What you can do on Monday morning
If you've read this far and you're wondering where to start, here's your to-do list for the coming week:
- Ask your team leads: "What do you spend the most time on that a computer should be able to do?" Write down every answer.
- List every system your business uses. Every single one, including the spreadsheets and the legacy tools that everyone's embarrassed about.
- Pick the three systems where your most important data lives and check whether they can connect to each other. If they can't, that's your first problem to solve.
- Look at the data in your CRM. Is it complete? Is it consistent? Is it up to date? If the answer to any of those is "not really", block out some time to fix it.
None of that requires buying anything or hiring anyone. It's just looking clearly at what you've got and being honest about the state it's in. And that honesty is genuinely the hardest part, because most of us have been papering over data problems for years.
If you're curious about how AI agents (the tools that actually do things in your systems, rather than just chatting) fit into all this, our plain English guide to AI agents explains the difference and why it matters.
The bottom line
AI readiness isn't a technology project. It's a housekeeping project. The businesses that'll get the most from AI over the next few years aren't the ones with the biggest IT budgets or the most advanced tools. They're the ones that took the time to sort out their data, understand their systems, fix the processes that were already a bit broken, and get their teams comfortable with the idea before AI came along.
The good news is that all of this work makes your business better regardless of what happens with AI. Clean data, connected systems, and efficient processes are valuable whether or not you ever connect an AI tool to them. You're not gambling on AI paying off. You're just running a tighter ship, and if AI does deliver on its promise (and we think it will), you'll be ready.

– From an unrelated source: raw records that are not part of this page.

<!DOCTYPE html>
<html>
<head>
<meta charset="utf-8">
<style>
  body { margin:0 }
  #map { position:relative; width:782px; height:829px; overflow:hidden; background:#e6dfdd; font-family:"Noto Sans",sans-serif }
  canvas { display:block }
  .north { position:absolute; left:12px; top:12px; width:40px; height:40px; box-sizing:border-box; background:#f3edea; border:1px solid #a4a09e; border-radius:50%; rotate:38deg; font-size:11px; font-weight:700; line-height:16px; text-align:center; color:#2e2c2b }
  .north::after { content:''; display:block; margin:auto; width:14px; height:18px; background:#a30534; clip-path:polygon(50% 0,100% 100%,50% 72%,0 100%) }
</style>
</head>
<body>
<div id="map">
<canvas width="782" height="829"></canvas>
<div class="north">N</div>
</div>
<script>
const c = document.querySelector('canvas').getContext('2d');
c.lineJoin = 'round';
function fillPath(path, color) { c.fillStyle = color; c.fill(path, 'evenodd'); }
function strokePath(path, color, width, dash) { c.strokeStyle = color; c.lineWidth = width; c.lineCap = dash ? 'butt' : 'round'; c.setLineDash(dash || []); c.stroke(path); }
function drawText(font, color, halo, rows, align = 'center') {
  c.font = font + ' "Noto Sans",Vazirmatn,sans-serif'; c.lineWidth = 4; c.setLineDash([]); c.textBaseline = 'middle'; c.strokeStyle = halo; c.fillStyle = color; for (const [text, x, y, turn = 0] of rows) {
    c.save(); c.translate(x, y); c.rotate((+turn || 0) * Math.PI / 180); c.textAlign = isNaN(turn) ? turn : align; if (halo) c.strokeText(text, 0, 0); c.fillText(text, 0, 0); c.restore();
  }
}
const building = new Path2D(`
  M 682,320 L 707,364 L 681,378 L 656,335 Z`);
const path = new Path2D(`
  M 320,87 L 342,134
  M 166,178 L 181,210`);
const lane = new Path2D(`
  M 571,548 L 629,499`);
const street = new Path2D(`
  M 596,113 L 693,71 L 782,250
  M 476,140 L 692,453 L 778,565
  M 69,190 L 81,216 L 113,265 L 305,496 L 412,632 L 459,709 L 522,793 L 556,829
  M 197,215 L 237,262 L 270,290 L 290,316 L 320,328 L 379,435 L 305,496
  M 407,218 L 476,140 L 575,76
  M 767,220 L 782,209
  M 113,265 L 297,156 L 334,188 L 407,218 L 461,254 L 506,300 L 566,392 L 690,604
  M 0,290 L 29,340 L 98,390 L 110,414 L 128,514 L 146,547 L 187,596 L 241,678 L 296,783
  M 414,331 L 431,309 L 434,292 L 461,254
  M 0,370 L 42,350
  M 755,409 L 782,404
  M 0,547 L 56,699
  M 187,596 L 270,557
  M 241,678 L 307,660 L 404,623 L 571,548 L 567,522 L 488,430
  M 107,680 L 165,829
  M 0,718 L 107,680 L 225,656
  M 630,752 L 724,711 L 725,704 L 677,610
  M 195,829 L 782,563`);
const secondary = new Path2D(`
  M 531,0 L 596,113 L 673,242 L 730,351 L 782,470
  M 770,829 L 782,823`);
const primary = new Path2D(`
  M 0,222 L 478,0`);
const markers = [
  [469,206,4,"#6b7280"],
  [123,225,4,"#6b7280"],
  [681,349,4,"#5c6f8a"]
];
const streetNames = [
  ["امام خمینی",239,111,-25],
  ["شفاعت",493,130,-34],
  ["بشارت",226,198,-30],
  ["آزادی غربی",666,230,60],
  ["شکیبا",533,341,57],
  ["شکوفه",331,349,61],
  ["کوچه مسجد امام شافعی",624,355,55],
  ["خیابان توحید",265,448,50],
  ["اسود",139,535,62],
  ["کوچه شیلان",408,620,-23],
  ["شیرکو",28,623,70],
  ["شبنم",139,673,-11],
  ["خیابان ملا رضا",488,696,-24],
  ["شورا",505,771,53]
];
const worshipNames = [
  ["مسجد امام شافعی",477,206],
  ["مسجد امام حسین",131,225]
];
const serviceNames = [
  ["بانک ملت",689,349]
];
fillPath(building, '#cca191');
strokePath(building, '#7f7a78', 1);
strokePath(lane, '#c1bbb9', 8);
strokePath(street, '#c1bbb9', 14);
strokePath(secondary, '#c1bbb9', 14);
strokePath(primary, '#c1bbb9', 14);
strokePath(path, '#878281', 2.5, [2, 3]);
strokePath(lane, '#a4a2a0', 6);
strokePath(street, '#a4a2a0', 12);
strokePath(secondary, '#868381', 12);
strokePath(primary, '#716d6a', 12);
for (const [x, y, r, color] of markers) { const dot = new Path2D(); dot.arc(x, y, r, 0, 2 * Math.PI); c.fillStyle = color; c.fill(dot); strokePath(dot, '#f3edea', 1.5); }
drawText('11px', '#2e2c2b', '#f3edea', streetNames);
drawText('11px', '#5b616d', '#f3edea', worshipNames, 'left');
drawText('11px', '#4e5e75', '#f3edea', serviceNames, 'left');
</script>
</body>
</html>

If you'd like a hand working out where to start, or you want to talk through what AI readiness looks like for your specific setup, give us a shout. No hard sell, just an honest conversation about where you are and what makes sense. That's what we do.

Frequently asked questions
What does AI-ready actually mean for a business?
AI readiness isn't about having the latest AI tools. It means your business data is clean, consistent, and accessible, your systems can connect to each other, and your team understands where AI can save time. Most AI projects fail because the business wasn't prepared, not because the technology wasn't good enough.
What is the first step to preparing my business for AI?
Start by identifying where your team wastes the most time on repetitive, manual tasks. Ask your team leads what tedious work takes up their week, then rank those tasks by how much time they actually cost. This gives you a clear business case for AI and stops you chasing features that don't solve real problems.
Why is data quality so important for AI?
AI tools learn from and work with your existing data. If your data is inconsistent, incomplete, or scattered across disconnected systems, the AI's output will reflect that. Cleaning up your data by standardising entries, filling gaps, removing duplicates, and agreeing on definitions across the business is the single most important step in making AI useful.
Do I need a big IT budget to get AI-ready?
No. The most important preparation work costs nothing beyond time. Auditing your systems, cleaning your data, mapping how information flows between tools, and identifying your biggest time-wasters can all be done without buying anything or hiring anyone. This groundwork also makes your business run better regardless of what happens with AI.
Should I roll out AI across my whole business at once?
No. Pick one high-impact area where you also have reasonably clean data, and run a small pilot project first. Measure the time saved, get honest feedback from your team, and expand from there. Trying to implement AI across the whole organisation at once is a common mistake that leads to expensive disappointment.